Your answer should consist of the lines in the data below that contain "list".

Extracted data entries
----

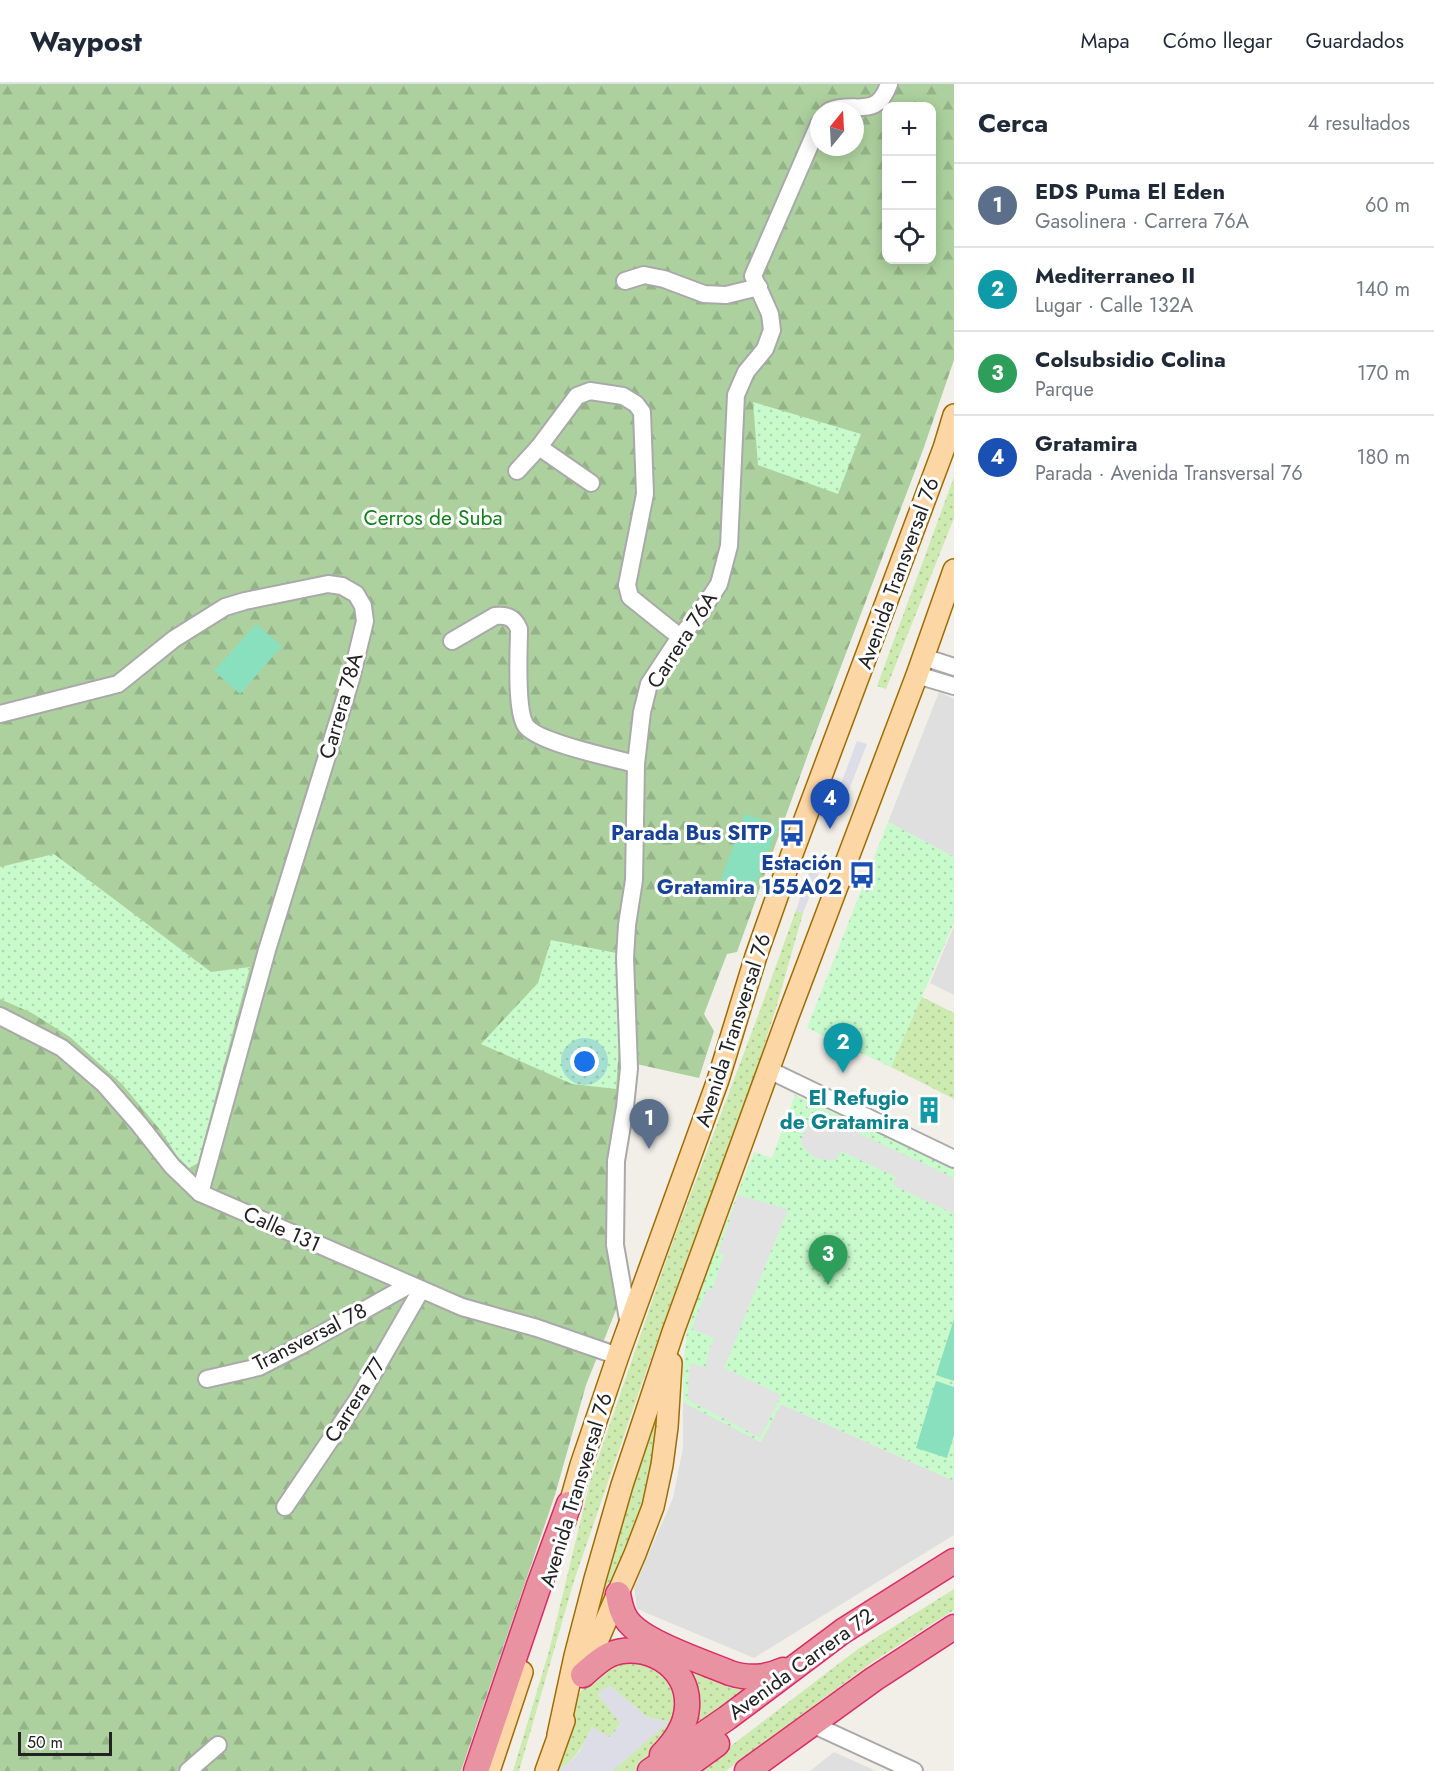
<!DOCTYPE html>
<html lang="es">
<head>
<meta charset="utf-8">
<style>
	body { margin:0; font-family:Jost,sans-serif; background:#f6f6f7; color:#1f2937 }
	.controls { position:absolute; right:18px; top:18px; display:grid; overflow:hidden; border-radius:12px; box-shadow:0 3px 15px #0003 }
	.controls button { width:54px; height:54px; display:grid; place-items:center; padding:0; border:0; border-bottom:2px solid #e0e1e3; background:#fff; color:#1f2937; font:30px sans-serif }
	.compass { position:absolute; left:810px; top:18px; width:54px; height:54px; border-radius:50%; background:#fff; box-shadow:0 3px 15px #0003; rotate:18deg }
	.scale { position:absolute; left:18px; bottom:15px; width:94px; box-sizing:border-box; padding-left:6px; border:3px solid #222; border-top:0; font-size:16px; line-height:21px; white-space:nowrap; color:#222; -webkit-text-stroke:4px #fff; paint-order:stroke }
	.you { position:absolute; left:585px; top:978px; width:21px; height:21px; margin:-15px; border:4px solid #fff; border-radius:50%; background:#1a73e8; box-shadow:0 0 0 9px #1a73e833 }
	.badge { display:grid; place-items:center; width:39px; height:39px; border-radius:50%; background:#0b8043; color:#fff; font-size:20px; font-weight:700 }
	.pin { position:absolute; translate:-50% -50px; filter:drop-shadow(0 2px 3px #0008) }
	.pin::after { content:''; position:absolute; top:32px; width:21px; height:18px; background:inherit; clip-path:polygon(0 0,100% 0,50% 100%) }
	.list { margin:0; padding:0; list-style:none }
	h2 { display:flex; justify-content:space-between; align-items:center; height:78px; margin:0; padding:0 24px; font-size:26px }
	h2 small { font-size:20px; font-weight:400; color:#747a83 }
	.list li { display:grid; grid-template-columns:39px 1fr auto; gap:18px; align-items:center; box-sizing:border-box; height:84px; padding:0 24px; border-top:2px solid #e0e1e3 }
	.list b { display:block; font-size:22px; white-space:nowrap }
	.list p { margin:0; font-size:20px; white-space:nowrap; color:#747a83 }
	.list em { font-size:20px; font-style:normal; color:#747a83 }
	.icon { flex:none; width:33px; height:33px; fill:none; stroke:currentColor; stroke-width:2; stroke-linecap:round; stroke-linejoin:round }
	.map { position:relative; flex:none; width:954px; height:1687px; overflow:hidden }
	header { display:flex; align-items:center; gap:36px; box-sizing:border-box; height:84px; padding:0 30px; background:#fff; border-bottom:2px solid #e0e1e3 }
	header strong { font-size:28px }
	nav { display:flex; gap:33px; margin-inline-start:auto; font-size:21px }
	main { display:flex }
	aside { flex:1; background:#fff }
	.map>svg:first-child { display:block }
	.residential { fill:#e0dfdf }
	.grass { fill:url(#grass-dots) }
	.forest { fill:url(#forest-firs); fill-rule:evenodd }
	.park { fill:url(#park-dots) }
	.pitch { fill:#88e0be }
	.parking { fill:#e2e2e2 }
	.plaza { fill:#dddde8 }
	.lines { fill:none; stroke-linecap:round; stroke-linejoin:round }
	.minor-casing { stroke:#a9a9a9; stroke-width:20 }
	.major-casing { stroke:#a06b00; stroke-width:24 }
	.highway-casing { stroke:#dc2a67; stroke-width:27 }
	.minor { stroke:#fff; stroke-width:16 }
	.major { stroke:#fcd6a4; stroke-width:21 }
	.highway { stroke:#e892a2; stroke-width:24 }
	.labels { text-anchor:middle; stroke-width:6; stroke-linejoin:round; paint-order:stroke }
	.park-label { font-size:21px; fill:#0c8416; stroke:#fff }
	.street-label { font-size:21px; fill:#222; stroke:#fff }
	.transit-label { font-size:21px; font-weight:bold; fill:#164399; stroke:#fff; text-anchor:end }
	.culture-label { font-size:21px; font-weight:bold; fill:#0d838f; stroke:#fff; text-anchor:end }
</style>
</head>
<body>
<header>
<strong>Waypost</strong>
<nav><a>Mapa</a><a>Cómo llegar</a><a>Guardados</a></nav>
</header>
<main>
<div class="map">
<svg width="954" height="1687" viewBox="0 0 954 1687">
	<defs>
		<pattern id="grass-dots" width="8" height="8" patternUnits="userSpaceOnUse" patternTransform="scale(1.5)"><rect width="8" height="8" fill="#cdebb0"/><path d="M2 2h.1M6 6h.1" fill="none" stroke="#b0c997" stroke-width="1.8" stroke-linecap="round"/></pattern>
		<pattern id="forest-firs" width="22" height="20" patternUnits="userSpaceOnUse" patternTransform="scale(1.5)"><rect width="22" height="20" fill="#add19e"/><path d="M5 1l3.5 6h-7zM16 11l3.5 6h-7z" fill="#95b388"/></pattern>
		<pattern id="park-dots" width="8" height="8" patternUnits="userSpaceOnUse" patternTransform="scale(1.5)"><rect width="8" height="8" fill="#c8facc"/><path d="M2 2h.1M6 6h.1" fill="none" stroke="#acd6af" stroke-width="1.8" stroke-linecap="round"/></pattern>
	</defs>
	<rect width="100%" height="100%" fill="#f2efe9"/>
	<g class="residential">
		<polygon points="939,608 954,615 954,773 888,738"/>
		<polygon points="954,842 954,911 930,899"/>
		<polygon points="683,1318 761,1358 781,1320 954,1397 954,1451 754,1574 637,1525 634,1503 673,1414 683,1364"/>
		<polygon points="834,1668 876,1687 810,1687"/>
	</g>
	<g class="grass">
		<polygon points="954,393 954,434 886,605 877,602"/>
		<polygon points="796,826 803,829 777,921 746,1018 691,1163 641,1302 574,1497 519,1687 513,1687 549,1567 590,1398 670,1165 759,929"/>
		<polygon points="920,912 954,929 954,1015 891,983"/>
		<polygon points="662,1301 648,1416 587,1554"/>
		<polygon points="954,1505 954,1526 874,1577 726,1687 698,1687 858,1565"/>
		<path d="M 613,1574 L 667,1583 L 682,1625 L 654,1673 L 635,1687 L 612,1687 L 668,1638 L 647,1633 L 610,1602 L 598,1611 L 621,1639 L 610,1654 L 592,1643 C 583,1662 575,1678 555,1687 L 580,1609 L 585,1600 Z"/>
		<polygon points="676,1581 765,1599 688,1654"/>
	</g>
	<path class="forest" d="M 0,0 L 954,0 L 954,276 L 923,366 L 812,659 L 737,868 L 727,870 L 704,930 L 714,947 L 699,994 L 623,977 L 618,1221 L 586,1301 L 555,1411 L 461,1687 L 0,1687 ZM 886,22 L 932,22 L 932,176 L 886,176 ZM 819,27 L 855,27 L 855,63 L 819,63 Z"/>
	<g class="park">
		<polygon points="753,318 861,350 838,410 758,381"/>
		<polygon points="888,738 954,773 954,839 891,983 807,944"/>
		<polygon points="54,770 211,888 250,883 198,1079 189,1084 177,1072 161,1047 122,1000 70,953 32,929 0,915 0,783"/>
		<polygon points="551,856 616,869 620,950 616,1005 572,1000 481,960 538,899"/>
		<polygon points="795,1011 954,1085 954,1397 781,1320 761,1358 683,1318 683,1283 687,1247 709,1181 754,1068 772,1074"/>
	</g>
	<g class="pitch">
		<polygon points="256,540 282,562 240,610 214,587"/>
		<polygon points="745,730 778,742 753,807 721,795"/>
		<polygon points="954,1235 954,1297 936,1291"/>
		<polygon points="936,1297 954,1303 954,1351 947,1374 916,1364"/>
	</g>
	<g class="parking">
		<polygon points="815,1036 828,1036 843,1042 954,1094 954,1130 893,1101 896,1093 841,1067 836,1076 825,1076 816,1074 808,1068 801,1059 803,1050 809,1040"/>
		<polygon points="738,1111 788,1125 724,1284 781,1311 760,1354 687,1315 690,1279 706,1284 709,1266 714,1254 692,1245 707,1205 712,1206 724,1171 718,1169"/>
	</g>
	<g class="plaza">
		<polygon points="857,657 867,660 848,708 839,705"/>
		<polygon points="811,783 820,786 803,829 796,826"/>
		<polygon points="610,1602 647,1633 669,1638 612,1687 556,1687 571,1677 580,1667 592,1643 610,1653 621,1640 598,1611 603,1605"/>
	</g>
	<g class="lines">
		<defs>
			<g id="minor">
				<path d="M 829,27 C 855,16 876,37 889,0"/>
				<polyline points="625,197 644,191 664,195 704,210 726,211 759,203"/>
				<polyline points="539,363 591,399"/>
				<polyline points="517,387 539,363 577,312 590,307 623,312 636,320 642,328 645,410 627,501 630,513 680,553"/>
				<path d="M 452,557 L 495,532 C 507,531 514,533 519,545 C 519,566 515,627 526,642 C 539,659 613,674 636,680"/>
				<polyline points="923,573 954,583"/>
				<polyline points="917,591 954,602"/>
				<polyline points="0,630 118,600 174,555 225,523 245,517 328,500 342,502 356,510 363,522 365,537 351,595 267,866 200,1109"/>
				<polyline points="0,932 62,964 104,1000 139,1040 172,1082 200,1109 462,1223 537,1244 618,1272"/>
				<polyline points="769,986 954,1075"/>
				<polyline points="629,1241 615,1161 616,1077 625,1023 629,984 625,874 627,841 634,796 636,680 642,628 649,600 680,553 698,532 719,500 729,462 736,311 746,288 765,265 772,246 770,230 753,192 819,40"/>
				<polyline points="207,1295 259,1283 302,1261 409,1201"/>
				<polyline points="285,1423 360,1312 421,1206"/>
				<polyline points="812,1640 914,1687"/>
				<polyline points="188,1687 218,1661"/>
			</g>
			<g id="major">
				<polyline points="565,1437 581,1381 618,1272 718,996 756,872 792,770 944,364 954,331"/>
				<polyline points="582,1592 635,1470 653,1423 662,1381 667,1343 671,1279"/>
				<polyline points="558,1651 575,1572 595,1495 622,1401 673,1248 788,932 917,591 954,486"/>
				<polyline points="489,1687 522,1588"/>
				<polyline points="546,1687 564,1637"/>
			</g>
			<g id="highway">
				<path d="M 618,1510 C 620,1519 621,1528 627,1536 C 642,1558 704,1578 730,1589 C 749,1595 765,1594 783,1586"/>
				<path d="M 583,1591 C 591,1584 599,1576 609,1571 C 644,1556 690,1581 687,1623 C 686,1642 675,1657 662,1671"/>
				<polyline points="476,1687 538,1504 569,1420"/>
				<polyline points="650,1687 727,1634 843,1547 954,1477"/>
				<polyline points="680,1687 717,1660"/>
				<polyline points="747,1687 874,1595 954,1543"/>
			</g>
		</defs>
		<use href="#minor" class="minor-casing"/>
		<use href="#major" class="major-casing"/>
		<use href="#highway" class="highway-casing"/>
		<use href="#minor" class="minor"/>
		<use href="#major" class="major"/>
		<use href="#highway" class="highway"/>
	</g>
	<defs>
		<symbol id="bus-bare" viewBox="-9 -9 18 18"><path d="M-5-6H5V4H4V6H2V4H-2V6H-4V4H-5ZM-3.5-4V0h7V-4ZM-3.5 1.2v1.5H-2V1.2ZM2 1.2v1.5H3.5V1.2Z" fill="#1a4fb4" stroke="#fff" stroke-width="2.5" paint-order="stroke"/></symbol>
		<symbol id="building-bare" viewBox="-9 -9 18 18"><path d="M-4-6H4V6H1V3H-1V6H-4ZM-2.5-4.3h1.7v1.8h-1.7ZM.8-4.3h1.7v1.8H.8ZM-2.5-1h1.7V.8h-1.7ZM.8-1h1.7V.8H.8Z" fill="#0f9aa8" stroke="#fff" stroke-width="2.5" paint-order="stroke"/></symbol>
	</defs>
	<g fill-rule="evenodd">
		<use href="#bus-bare" x="773" y="730" width="38" height="38"/>
		<use href="#bus-bare" x="843" y="772" width="38" height="38"/>
		<use href="#building-bare" x="910" y="1007" width="38" height="38"/>
	</g>
	<g class="labels">
		<g class="park-label">
			<text x="433" y="441">Cerros de Suba</text>
		</g>
		<g class="street-label">
			<text transform="translate(898 489) rotate(-70)" y="7">Avenida Transversal 76</text>
			<text transform="translate(682 556) rotate(-57)" y="7">Carrera 76A</text>
			<text transform="translate(341 622) rotate(-74)" y="7">Carrera 78A</text>
			<text transform="translate(733 946) rotate(-72)" y="7">Avenida Transversal 76</text>
			<text transform="translate(282 1145) rotate(24)" y="7">Calle 131</text>
			<text transform="translate(310 1253) rotate(-27)" y="7">Transversal 78</text>
			<text transform="translate(355 1316) rotate(-58)" y="7">Carrera 77</text>
			<text transform="translate(576 1406) rotate(-73)" y="7">Avenida Transversal 76</text>
			<text transform="translate(801 1580) rotate(-36)" y="7">Avenida Carrera 72</text>
		</g>
		<g class="transit-label">
			<text x="772" y="756">Parada Bus SITP</text>
			<text x="842" y="786">Estación<tspan x="842" dy="24">Gratamira 155A02</tspan></text>
		</g>
		<g class="culture-label">
			<text x="909" y="1021">El Refugio<tspan x="909" dy="24">de Gratamira</tspan></text>
		</g>
	</g>
</svg>
<div class="controls">
<button>+</button>
<button>−</button>
<button><svg class="icon" aria-label="locate" viewBox="0 0 24 24"><circle cx="12" cy="12" r="6"/><path d="M12 2v4M12 18v4M2 12h4M18 12h4"/></svg></button>
</div>
<svg class="compass" viewBox="-18 -18 36 36"><path d="M0-13l5 13h-10z" fill="#e53935"/><path d="M0 13l5-13h-10z" fill="#747a83"/></svg>
<div class="scale">50 m</div>
<div class="you"></div>
<div class="pin badge" style="left:649px;top:1065px;background:#5c6f8a">1</div>
<div class="pin badge" style="left:843px;top:989px;background:#0f9aa8">2</div>
<div class="pin badge" style="left:828px;top:1201px;background:#2e9e5b">3</div>
<div class="pin badge" style="left:830px;top:745px;background:#1a4fb4">4</div>
</div>
<aside>
<h2>Cerca<small>4 resultados</small></h2>
<ul class="list">
<li><span class="badge" style="background:#5c6f8a">1</span><div><b>EDS Puma El Eden</b><p>Gasolinera · Carrera 76A</p></div><em>60 m</em></li>
<li><span class="badge" style="background:#0f9aa8">2</span><div><b>Mediterraneo II</b><p>Lugar · Calle 132A</p></div><em>140 m</em></li>
<li><span class="badge" style="background:#2e9e5b">3</span><div><b>Colsubsidio Colina</b><p>Parque</p></div><em>170 m</em></li>
<li><span class="badge" style="background:#1a4fb4">4</span><div><b>Gratamira</b><p>Parada · Avenida Transversal 76</p></div><em>180 m</em></li>
</ul>
</aside>
</main>
</body>
</html>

----

## Task solution
	.list { margin:0; padding:0; list-style:none }
	.list li { display:grid; grid-template-columns:39px 1fr auto; gap:18px; align-items:center; box-sizing:border-box; height:84px; padding:0 24px; border-top:2px solid #e0e1e3 }
	.list b { display:block; font-size:22px; white-space:nowrap }
	.list p { margin:0; font-size:20px; white-space:nowrap; color:#747a83 }
	.list em { font-size:20px; font-style:normal; color:#747a83 }
<ul class="list">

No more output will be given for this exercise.